◆ WHAT TO WORK ON ◆
Once the line containing "M522,311L527,354L481,360L475,317Z" is found in the records below, return it and each following line exactly, up to and including the line containing "M619,698L624,749", and nothing else.

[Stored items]
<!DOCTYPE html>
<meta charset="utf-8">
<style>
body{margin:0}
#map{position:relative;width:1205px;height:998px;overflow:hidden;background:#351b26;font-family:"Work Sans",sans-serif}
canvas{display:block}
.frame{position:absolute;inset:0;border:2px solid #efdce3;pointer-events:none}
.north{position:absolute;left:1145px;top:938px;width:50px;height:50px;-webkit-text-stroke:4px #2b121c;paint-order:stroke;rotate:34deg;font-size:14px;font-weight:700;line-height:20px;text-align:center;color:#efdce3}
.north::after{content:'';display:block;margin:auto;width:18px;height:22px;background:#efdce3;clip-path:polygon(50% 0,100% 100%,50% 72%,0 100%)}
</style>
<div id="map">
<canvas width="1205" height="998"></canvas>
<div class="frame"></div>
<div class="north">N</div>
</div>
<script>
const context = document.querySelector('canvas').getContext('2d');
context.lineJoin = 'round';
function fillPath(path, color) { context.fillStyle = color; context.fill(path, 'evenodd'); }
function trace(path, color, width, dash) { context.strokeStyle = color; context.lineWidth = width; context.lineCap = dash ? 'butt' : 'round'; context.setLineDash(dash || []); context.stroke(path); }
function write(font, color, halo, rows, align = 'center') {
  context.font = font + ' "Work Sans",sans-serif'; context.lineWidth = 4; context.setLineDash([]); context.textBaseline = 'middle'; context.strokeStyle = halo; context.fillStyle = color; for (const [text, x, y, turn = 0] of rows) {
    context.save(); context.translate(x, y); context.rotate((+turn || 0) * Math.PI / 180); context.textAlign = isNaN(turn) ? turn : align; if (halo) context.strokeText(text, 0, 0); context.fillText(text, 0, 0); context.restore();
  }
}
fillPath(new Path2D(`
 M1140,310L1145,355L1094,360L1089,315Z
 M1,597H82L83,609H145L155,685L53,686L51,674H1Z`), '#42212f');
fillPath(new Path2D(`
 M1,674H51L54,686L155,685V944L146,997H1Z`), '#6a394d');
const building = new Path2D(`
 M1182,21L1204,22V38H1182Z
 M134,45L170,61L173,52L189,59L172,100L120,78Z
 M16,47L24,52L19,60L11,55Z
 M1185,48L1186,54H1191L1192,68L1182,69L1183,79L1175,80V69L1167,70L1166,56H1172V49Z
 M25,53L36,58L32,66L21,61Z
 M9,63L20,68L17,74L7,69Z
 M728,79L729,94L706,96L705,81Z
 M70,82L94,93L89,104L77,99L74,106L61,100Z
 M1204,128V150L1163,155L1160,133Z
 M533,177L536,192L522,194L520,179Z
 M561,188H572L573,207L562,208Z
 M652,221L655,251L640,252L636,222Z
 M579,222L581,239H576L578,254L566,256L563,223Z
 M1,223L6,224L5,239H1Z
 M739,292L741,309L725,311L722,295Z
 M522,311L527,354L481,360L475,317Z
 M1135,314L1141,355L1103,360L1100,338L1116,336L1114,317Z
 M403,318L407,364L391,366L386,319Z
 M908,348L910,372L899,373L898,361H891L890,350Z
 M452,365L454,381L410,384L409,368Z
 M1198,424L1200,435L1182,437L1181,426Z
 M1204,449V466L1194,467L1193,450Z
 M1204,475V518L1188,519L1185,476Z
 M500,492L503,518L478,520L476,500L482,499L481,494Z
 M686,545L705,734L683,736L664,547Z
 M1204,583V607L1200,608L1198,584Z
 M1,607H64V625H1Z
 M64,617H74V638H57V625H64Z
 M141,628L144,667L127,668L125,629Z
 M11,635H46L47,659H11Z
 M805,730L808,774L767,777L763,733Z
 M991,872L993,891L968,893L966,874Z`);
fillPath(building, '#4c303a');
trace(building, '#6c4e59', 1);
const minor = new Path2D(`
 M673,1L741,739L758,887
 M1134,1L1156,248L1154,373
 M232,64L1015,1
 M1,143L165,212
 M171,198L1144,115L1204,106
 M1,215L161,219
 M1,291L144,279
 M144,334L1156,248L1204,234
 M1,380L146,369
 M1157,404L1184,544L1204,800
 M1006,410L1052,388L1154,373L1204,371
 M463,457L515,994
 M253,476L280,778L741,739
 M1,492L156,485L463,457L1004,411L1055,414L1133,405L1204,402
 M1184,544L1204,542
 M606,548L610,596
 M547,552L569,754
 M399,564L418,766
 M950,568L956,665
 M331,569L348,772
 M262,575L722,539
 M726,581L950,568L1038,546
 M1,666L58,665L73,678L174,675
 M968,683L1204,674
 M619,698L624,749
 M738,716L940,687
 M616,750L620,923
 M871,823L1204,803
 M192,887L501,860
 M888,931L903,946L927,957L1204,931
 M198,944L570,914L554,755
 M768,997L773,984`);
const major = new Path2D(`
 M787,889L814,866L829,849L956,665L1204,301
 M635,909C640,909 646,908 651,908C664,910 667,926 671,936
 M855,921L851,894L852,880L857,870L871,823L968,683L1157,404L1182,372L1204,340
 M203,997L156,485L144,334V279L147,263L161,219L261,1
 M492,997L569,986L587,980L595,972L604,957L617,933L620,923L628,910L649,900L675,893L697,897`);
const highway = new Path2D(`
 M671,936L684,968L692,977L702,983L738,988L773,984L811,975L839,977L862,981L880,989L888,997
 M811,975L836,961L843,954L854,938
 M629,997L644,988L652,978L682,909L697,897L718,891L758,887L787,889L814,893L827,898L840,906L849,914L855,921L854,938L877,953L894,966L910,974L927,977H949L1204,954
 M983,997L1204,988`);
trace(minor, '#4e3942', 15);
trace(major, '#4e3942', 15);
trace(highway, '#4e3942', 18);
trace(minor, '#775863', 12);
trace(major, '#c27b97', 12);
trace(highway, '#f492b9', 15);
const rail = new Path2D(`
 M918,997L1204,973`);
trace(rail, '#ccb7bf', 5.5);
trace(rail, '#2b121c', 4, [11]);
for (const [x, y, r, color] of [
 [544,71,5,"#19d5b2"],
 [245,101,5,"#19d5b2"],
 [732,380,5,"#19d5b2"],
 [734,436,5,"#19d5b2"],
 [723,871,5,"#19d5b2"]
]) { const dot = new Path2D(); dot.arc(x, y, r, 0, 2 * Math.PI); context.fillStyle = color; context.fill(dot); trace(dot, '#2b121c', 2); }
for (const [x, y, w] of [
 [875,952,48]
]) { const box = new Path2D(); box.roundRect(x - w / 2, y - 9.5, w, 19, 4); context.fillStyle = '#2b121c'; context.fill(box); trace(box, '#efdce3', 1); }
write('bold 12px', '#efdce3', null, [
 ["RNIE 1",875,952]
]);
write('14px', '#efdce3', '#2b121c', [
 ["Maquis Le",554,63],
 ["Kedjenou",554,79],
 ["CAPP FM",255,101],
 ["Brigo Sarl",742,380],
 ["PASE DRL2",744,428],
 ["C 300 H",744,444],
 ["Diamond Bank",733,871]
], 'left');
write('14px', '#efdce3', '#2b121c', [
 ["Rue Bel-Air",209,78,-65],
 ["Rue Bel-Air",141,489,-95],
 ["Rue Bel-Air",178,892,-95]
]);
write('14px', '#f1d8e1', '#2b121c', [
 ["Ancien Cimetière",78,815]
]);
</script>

◆ RESPONSE ◆
 M522,311L527,354L481,360L475,317Z
 M1135,314L1141,355L1103,360L1100,338L1116,336L1114,317Z
 M403,318L407,364L391,366L386,319Z
 M908,348L910,372L899,373L898,361H891L890,350Z
 M452,365L454,381L410,384L409,368Z
 M1198,424L1200,435L1182,437L1181,426Z
 M1204,449V466L1194,467L1193,450Z
 M1204,475V518L1188,519L1185,476Z
 M500,492L503,518L478,520L476,500L482,499L481,494Z
 M686,545L705,734L683,736L664,547Z
 M1204,583V607L1200,608L1198,584Z
 M1,607H64V625H1Z
 M64,617H74V638H57V625H64Z
 M141,628L144,667L127,668L125,629Z
 M11,635H46L47,659H11Z
 M805,730L808,774L767,777L763,733Z
 M991,872L993,891L968,893L966,874Z`);
fillPath(building, '#4c303a');
trace(building, '#6c4e59', 1);
const minor = new Path2D(`
 M673,1L741,739L758,887
 M1134,1L1156,248L1154,373
 M232,64L1015,1
 M1,143L165,212
 M171,198L1144,115L1204,106
 M1,215L161,219
 M1,291L144,279
 M144,334L1156,248L1204,234
 M1,380L146,369
 M1157,404L1184,544L1204,800
 M1006,410L1052,388L1154,373L1204,371
 M463,457L515,994
 M253,476L280,778L741,739
 M1,492L156,485L463,457L1004,411L1055,414L1133,405L1204,402
 M1184,544L1204,542
 M606,548L610,596
 M547,552L569,754
 M399,564L418,766
 M950,568L956,665
 M331,569L348,772
 M262,575L722,539
 M726,581L950,568L1038,546
 M1,666L58,665L73,678L174,675
 M968,683L1204,674
 M619,698L624,749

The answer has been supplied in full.